Buckhead HOA can’t keep neglecting historic Black cemetery, judge says
The homeowners association for a luxury Buckhead townhome community must stop shirking its responsibility to maintain one of the most historically significant African American cemeteries in metro Atlanta, a Fulton County judge has ruled.
Bluffs at Lenox Homeowners Association is obligated under city of Atlanta zoning ordinances to keep Piney Grove Cemetery — which is adjacent to the townhomes — in good condition for the public, but it let the property fall into disrepair underneath weeds and vines, court records show. Access to the site off Canterbury Road near Ga. 400 has been blocked.

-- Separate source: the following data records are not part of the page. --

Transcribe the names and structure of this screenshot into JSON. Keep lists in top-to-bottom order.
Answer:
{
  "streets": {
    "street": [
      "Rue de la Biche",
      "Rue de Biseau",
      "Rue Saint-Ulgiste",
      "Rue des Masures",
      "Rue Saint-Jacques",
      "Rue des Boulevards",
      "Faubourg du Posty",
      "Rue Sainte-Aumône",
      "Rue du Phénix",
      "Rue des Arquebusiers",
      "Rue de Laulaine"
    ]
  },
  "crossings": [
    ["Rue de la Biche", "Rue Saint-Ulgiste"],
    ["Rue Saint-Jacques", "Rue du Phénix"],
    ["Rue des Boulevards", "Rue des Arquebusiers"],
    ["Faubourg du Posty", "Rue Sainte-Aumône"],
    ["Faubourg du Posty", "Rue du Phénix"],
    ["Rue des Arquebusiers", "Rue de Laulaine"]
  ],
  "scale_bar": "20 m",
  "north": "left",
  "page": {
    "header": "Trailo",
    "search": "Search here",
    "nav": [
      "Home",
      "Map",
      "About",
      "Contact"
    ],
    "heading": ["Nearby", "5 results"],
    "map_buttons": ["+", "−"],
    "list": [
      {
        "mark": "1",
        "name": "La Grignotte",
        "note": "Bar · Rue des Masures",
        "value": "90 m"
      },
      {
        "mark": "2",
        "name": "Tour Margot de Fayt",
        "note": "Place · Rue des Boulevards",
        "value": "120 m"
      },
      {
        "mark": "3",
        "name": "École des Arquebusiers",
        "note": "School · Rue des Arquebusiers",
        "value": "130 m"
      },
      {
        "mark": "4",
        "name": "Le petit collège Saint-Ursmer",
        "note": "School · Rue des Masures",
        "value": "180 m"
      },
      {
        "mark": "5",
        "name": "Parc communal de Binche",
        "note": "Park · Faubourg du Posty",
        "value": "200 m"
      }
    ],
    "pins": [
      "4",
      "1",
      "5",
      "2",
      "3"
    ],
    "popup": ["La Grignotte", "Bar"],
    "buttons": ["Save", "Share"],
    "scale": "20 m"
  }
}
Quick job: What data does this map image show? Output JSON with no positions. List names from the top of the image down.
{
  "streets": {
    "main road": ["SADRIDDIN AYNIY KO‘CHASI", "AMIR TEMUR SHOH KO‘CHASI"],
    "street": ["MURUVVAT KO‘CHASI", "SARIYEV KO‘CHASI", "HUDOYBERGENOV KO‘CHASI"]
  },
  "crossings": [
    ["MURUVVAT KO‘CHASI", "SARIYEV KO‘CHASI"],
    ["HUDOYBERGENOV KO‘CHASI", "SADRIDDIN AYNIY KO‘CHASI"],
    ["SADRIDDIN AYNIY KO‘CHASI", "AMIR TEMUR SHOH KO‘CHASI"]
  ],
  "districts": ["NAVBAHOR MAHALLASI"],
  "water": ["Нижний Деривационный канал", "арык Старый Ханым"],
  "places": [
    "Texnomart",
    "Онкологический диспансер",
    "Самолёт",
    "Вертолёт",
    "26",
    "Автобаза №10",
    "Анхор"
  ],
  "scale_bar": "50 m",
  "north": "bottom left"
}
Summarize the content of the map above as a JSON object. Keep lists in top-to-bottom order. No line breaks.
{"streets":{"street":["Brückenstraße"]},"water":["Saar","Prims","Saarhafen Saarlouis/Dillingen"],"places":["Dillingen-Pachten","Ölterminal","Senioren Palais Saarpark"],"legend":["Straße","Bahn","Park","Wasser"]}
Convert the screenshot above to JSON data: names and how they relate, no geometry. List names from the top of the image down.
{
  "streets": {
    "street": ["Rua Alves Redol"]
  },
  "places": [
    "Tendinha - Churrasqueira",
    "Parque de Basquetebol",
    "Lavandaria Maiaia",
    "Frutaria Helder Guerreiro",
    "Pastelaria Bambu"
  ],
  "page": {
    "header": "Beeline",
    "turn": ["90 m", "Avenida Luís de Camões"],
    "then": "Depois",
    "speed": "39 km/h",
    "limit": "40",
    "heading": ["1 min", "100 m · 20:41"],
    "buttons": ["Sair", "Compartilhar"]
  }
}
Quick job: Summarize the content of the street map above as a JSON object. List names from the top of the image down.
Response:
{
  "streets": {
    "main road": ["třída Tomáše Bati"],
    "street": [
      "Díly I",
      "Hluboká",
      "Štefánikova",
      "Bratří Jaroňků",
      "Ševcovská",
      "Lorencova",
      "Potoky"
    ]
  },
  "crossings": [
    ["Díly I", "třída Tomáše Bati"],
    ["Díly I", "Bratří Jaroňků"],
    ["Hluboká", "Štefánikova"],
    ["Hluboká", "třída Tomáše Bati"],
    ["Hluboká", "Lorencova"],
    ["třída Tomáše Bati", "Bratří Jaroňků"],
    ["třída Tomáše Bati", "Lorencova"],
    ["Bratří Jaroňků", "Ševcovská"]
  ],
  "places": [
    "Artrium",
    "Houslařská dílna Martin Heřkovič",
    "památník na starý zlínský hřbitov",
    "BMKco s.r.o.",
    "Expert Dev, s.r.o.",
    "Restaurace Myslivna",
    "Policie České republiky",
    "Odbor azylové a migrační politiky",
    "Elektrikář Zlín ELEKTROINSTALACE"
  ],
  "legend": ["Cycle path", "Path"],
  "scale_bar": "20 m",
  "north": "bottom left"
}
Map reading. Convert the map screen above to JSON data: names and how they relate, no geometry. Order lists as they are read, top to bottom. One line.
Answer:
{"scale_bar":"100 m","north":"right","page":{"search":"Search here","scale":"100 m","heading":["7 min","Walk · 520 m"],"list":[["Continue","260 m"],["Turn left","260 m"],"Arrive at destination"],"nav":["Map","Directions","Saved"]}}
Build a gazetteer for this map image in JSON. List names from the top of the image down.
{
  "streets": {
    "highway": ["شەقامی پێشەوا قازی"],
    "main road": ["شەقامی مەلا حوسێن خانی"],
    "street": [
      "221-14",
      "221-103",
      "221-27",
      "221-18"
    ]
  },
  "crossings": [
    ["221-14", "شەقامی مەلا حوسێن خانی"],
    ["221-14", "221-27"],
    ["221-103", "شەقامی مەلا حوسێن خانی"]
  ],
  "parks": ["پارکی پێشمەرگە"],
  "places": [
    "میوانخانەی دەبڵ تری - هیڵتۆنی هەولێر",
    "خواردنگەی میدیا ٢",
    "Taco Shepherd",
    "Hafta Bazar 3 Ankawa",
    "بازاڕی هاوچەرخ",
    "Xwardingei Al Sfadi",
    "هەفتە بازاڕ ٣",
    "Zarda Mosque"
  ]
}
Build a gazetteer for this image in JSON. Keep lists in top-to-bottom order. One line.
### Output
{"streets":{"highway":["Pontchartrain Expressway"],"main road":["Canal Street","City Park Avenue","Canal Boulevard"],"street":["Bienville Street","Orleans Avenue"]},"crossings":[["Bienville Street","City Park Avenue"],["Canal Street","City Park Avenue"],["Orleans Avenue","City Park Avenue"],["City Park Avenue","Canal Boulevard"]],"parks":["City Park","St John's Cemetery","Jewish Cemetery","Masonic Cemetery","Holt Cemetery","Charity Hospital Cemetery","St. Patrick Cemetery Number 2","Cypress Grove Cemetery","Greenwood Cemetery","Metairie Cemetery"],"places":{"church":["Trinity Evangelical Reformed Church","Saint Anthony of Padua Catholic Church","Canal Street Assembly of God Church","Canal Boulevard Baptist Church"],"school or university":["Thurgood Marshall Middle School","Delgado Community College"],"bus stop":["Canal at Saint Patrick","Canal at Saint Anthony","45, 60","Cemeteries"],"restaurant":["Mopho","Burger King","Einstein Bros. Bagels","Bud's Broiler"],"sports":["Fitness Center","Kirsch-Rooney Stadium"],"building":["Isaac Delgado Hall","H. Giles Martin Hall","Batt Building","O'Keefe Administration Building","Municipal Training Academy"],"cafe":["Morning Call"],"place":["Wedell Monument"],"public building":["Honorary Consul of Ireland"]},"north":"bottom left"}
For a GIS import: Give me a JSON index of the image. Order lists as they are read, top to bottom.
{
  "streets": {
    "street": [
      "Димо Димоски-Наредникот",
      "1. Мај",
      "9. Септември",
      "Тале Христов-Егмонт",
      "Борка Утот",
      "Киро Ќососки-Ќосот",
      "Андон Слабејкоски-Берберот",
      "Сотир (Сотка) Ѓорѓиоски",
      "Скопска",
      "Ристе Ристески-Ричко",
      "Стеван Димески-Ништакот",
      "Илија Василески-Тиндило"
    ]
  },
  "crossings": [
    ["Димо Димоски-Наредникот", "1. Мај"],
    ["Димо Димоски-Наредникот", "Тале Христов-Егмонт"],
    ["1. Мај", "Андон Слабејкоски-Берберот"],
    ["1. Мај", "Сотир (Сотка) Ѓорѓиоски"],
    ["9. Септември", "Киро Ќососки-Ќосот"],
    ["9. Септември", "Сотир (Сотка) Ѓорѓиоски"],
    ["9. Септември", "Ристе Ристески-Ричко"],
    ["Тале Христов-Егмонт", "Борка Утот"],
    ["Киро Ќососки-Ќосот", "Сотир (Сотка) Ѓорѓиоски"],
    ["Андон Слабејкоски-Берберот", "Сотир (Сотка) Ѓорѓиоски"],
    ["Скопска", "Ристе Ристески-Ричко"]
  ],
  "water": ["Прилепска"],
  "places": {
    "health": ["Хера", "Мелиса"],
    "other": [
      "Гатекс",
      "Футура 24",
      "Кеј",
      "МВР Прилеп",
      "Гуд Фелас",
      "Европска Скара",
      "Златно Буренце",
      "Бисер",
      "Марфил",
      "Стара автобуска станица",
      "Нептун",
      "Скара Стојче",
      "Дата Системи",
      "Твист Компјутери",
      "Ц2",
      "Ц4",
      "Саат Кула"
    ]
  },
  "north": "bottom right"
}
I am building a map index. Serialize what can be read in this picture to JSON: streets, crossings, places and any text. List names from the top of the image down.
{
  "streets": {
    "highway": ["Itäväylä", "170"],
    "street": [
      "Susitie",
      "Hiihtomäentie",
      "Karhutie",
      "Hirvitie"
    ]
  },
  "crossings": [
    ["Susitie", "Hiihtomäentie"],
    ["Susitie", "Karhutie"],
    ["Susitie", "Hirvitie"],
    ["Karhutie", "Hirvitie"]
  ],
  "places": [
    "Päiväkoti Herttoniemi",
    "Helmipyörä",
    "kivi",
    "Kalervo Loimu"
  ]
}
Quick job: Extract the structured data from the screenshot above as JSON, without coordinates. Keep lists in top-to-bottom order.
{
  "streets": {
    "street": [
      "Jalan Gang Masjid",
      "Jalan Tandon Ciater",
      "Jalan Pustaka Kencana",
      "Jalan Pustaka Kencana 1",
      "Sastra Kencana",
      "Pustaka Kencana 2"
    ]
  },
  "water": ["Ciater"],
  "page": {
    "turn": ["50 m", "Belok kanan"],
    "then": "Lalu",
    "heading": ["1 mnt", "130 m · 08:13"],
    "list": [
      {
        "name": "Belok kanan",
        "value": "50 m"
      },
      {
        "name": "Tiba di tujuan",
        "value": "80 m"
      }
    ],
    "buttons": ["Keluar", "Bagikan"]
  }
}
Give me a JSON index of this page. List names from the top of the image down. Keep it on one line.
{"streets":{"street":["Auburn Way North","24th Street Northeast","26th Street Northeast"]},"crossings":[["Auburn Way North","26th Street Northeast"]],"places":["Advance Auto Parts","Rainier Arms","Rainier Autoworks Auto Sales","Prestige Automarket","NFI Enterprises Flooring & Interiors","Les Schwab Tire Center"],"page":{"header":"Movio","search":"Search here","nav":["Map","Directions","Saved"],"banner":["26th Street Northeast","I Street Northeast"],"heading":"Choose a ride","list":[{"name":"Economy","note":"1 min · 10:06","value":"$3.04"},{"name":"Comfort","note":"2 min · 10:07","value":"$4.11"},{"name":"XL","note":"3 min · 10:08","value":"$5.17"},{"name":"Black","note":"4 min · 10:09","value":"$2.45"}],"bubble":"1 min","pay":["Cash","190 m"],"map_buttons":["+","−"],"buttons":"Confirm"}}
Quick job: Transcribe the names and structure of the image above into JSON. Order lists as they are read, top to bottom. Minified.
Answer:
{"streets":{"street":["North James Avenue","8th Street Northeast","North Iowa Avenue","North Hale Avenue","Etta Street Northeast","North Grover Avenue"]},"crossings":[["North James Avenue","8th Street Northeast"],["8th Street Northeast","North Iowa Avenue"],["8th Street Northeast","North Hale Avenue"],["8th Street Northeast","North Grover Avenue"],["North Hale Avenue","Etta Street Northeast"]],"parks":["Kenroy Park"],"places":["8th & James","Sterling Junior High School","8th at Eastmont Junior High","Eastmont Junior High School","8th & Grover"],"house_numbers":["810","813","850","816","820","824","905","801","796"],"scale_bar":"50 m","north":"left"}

The HOA’s attempts in court to avoid responsibility for the cemetery were rejected Friday by Fulton County Superior Court Judge Robert McBurney, including its “awkward” argument that the cemetery could not be considered public property “because no white Atlantans were buried there.”
“This rather ironic notion that racial exclusivity rendered usage private would have been news to the black residents of Atlanta who for decades were unable to use public pools, parks, and transportation,” McBurney wrote in a footnote of his order. “Moreover, the evidence indicates not that whites were excluded but rather that they never sought to be buried there.”
The HOA’s lawyers did not immediately respond to questions about the ruling, which tees up a trial on how much the HOA should pay in damages.
The association was sued in January 2024 by sisters Rhonda Jackson and Audrey Collins, who have more than 30 relatives buried at the cemetery, as well as by the nonprofit they formed in 2023 with Beth Marcus, who grew up nearby. For several years, the trio have been trying to clean up the site, where more than 300 Black people were buried between the 1820s and 1990s.
McBurney declared Friday that Piney Grove is a public cemetery where descendants of people buried there and other visitors have a right to enter, enjoy the property and maintain burial plots. He barred the HOA from interfering with those rights.
“There may soon be nothing left to care for other than memories and the knowledge that somewhere out in that overgrown acreage lie the bodies of loved ones left behind by the construction of a high-end townhouse development,” McBurney said about the HOA’s abandonment of the property.
The plaintiffs’ lawyers did not immediately comment on the case.
McBurney ordered the parties to propose a plan for the cemetery’s restoration and permanent maintenance.
He said visitors don’t have unfettered rights to the property and can’t interfere with HOA members’ enjoyment of the adjacent townhome complex. In the past, Jackson, Collins and their group, Friends of Piney Grove Cemetery, used goats to clear vegetation swamping the graves.
“No chain saws after hours or goats straying onto private lots,” the judge said.
McBurney also said the HOA isn’t obligated to install benches or historical markers in the cemetery.
“The Piney Grove cemetery and its permanent residents are not going anywhere; nor is the townhome community,” McBurney wrote. “Visitors to the cemetery and residents of the townhomes must learn to peaceably coexist.”
The land that included the cemetery was divided up about 30 years ago by the Piney Grove Missionary Baptist Church, which moved to Decatur. The property was rezoned in the early 2000s for development, with the condition that the developers would refurbish the cemetery and the HOA would maintain it for public use.
McBurney said the HOA has shown it won’t voluntarily comply with its obligations. He criticized the HOA’s “overly literalistic view” that to maintain the cemetery it should change nothing.
“This is not a former public park, the swings and slides of which might be relocated or simply torn down,” he wrote. “This is land in which loved ones are buried, placed there to be venerated, not paved over — or abandoned to wild vegetation.”